After spending time at Fasilides’ Castle, look for the skeletal shell of the Palace of Iyasu I. Known for his quick and piercing wit, Iyasu I is considered the greatest ruler of the “Gonderine period”. His palace used to be sumptuously decorated with gilded Venetian mirrors and chairs, and gold leaf, ivory and beautiful paintings adorning the walls. Today it is mostly a shell, but still interesting to walk among the ruins and imagine what once was.
After visiting the several castles inside the Royal Enclosure, you can make your way to Fasilides’ Bath, only 2kms away. The Fasilides’ Bath (“Fasil Mewagna”, as the locals tend to call it), is composed of a rectangular pond, or pool, with a tiny lion-shape castle-like building on its side. There are huge, snake-like tree roots growing through the stone holding the pool’s walls.
It is believed that the complex was used for swimming, though today it is used for religious ceremonies, notably the Timkat celebration, where pilgrims immerse themselves in the water as a renewal of their faith.
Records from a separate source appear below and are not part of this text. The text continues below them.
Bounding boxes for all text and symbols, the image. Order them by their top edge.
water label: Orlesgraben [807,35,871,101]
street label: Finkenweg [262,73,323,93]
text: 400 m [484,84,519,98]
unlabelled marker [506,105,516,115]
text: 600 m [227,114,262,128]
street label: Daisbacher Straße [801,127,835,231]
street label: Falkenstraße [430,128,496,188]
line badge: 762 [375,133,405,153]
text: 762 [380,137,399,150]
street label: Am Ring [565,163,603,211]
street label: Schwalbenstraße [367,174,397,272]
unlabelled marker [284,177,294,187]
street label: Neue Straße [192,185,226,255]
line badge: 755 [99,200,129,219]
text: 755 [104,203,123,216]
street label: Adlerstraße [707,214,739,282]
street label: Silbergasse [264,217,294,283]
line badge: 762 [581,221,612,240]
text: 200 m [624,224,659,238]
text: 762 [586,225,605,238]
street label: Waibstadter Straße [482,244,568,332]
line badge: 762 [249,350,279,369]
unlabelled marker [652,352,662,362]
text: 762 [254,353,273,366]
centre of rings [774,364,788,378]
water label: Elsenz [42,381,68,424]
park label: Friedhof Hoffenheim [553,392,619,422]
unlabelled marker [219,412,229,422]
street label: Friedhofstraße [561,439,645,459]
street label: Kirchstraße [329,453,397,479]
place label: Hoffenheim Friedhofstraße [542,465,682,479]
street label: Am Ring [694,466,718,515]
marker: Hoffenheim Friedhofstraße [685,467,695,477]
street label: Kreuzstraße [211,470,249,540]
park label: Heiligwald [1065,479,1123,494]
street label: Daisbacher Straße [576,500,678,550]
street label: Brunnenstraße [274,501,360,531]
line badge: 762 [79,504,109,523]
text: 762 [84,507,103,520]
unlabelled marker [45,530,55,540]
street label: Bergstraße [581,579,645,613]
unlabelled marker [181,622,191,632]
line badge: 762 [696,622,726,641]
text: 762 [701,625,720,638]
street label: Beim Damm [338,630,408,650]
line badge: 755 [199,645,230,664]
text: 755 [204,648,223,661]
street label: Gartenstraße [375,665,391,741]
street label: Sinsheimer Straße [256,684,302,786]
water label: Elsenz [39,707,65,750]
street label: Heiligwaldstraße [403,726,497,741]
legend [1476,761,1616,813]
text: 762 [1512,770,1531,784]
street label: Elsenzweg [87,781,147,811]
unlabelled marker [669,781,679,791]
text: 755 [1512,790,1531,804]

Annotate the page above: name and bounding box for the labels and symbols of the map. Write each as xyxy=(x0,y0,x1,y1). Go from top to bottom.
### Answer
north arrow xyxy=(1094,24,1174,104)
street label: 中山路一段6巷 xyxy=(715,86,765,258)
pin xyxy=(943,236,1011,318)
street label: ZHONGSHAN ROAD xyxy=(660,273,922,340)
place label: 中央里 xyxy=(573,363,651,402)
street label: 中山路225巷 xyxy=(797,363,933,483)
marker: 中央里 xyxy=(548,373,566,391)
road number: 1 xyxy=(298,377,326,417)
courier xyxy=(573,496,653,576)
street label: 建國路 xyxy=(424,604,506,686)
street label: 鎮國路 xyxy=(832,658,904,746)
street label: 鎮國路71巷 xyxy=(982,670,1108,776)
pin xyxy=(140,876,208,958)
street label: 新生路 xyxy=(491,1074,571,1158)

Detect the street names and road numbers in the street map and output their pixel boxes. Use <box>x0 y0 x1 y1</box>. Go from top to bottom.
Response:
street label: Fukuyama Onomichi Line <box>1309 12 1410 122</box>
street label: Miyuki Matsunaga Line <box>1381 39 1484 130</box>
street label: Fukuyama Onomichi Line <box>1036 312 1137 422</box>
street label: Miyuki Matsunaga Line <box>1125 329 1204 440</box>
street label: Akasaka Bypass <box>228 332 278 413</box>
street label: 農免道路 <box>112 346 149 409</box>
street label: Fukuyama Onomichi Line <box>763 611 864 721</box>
This is one of the best preserved historical places in Gonder and a worthwhile stopover not only for the history and photographic opportunities but also the magnificent architecture. No need for an additional entry price as it is included in the ticket price to the royal enclosure.
Known for its beautiful examples of Ethiopian church art, Debre Birhan Selassie was built in the 17th Century by Emperor Eyasu II. “Debre Birhan”, Amharic for “Mountain of Light”, was the Emperor’s nickname and was chosen in honor of the church bearing the same name in Shewa.
Built of stone and contained under a two-tiered thatched roof, every centimeter of the wall and roof is covered by paintings which depict biblical scenes, saints, and icons of the Holy Trinity. Flash photography is strictly forbidden and you can get a tour from a local on-site priest for a small donation, who will give you some added appreciation of the art.
A stark contrast from the seemingly endless man-made attractions in Gondar, the landscape of Simien Mountains is a truly stunning, out-of-this-world display of nature’s creativity. Highland ridges reaching 3600 meters above sea level can be seen covered with lush grass vegetation, as well as other isolated trees, only to suddenly dip into valleys and plateaus, opening into vistas of greenery. Aside from the flora, you may also catch a glimpse of the endemic Walia Ibex and Simien Fox along with other spectacular species roaming the hills. Simien Mountains can be explored as intensively as you or your fitness level would allow; however, there is a good bit of trekking involved regardless of your choice.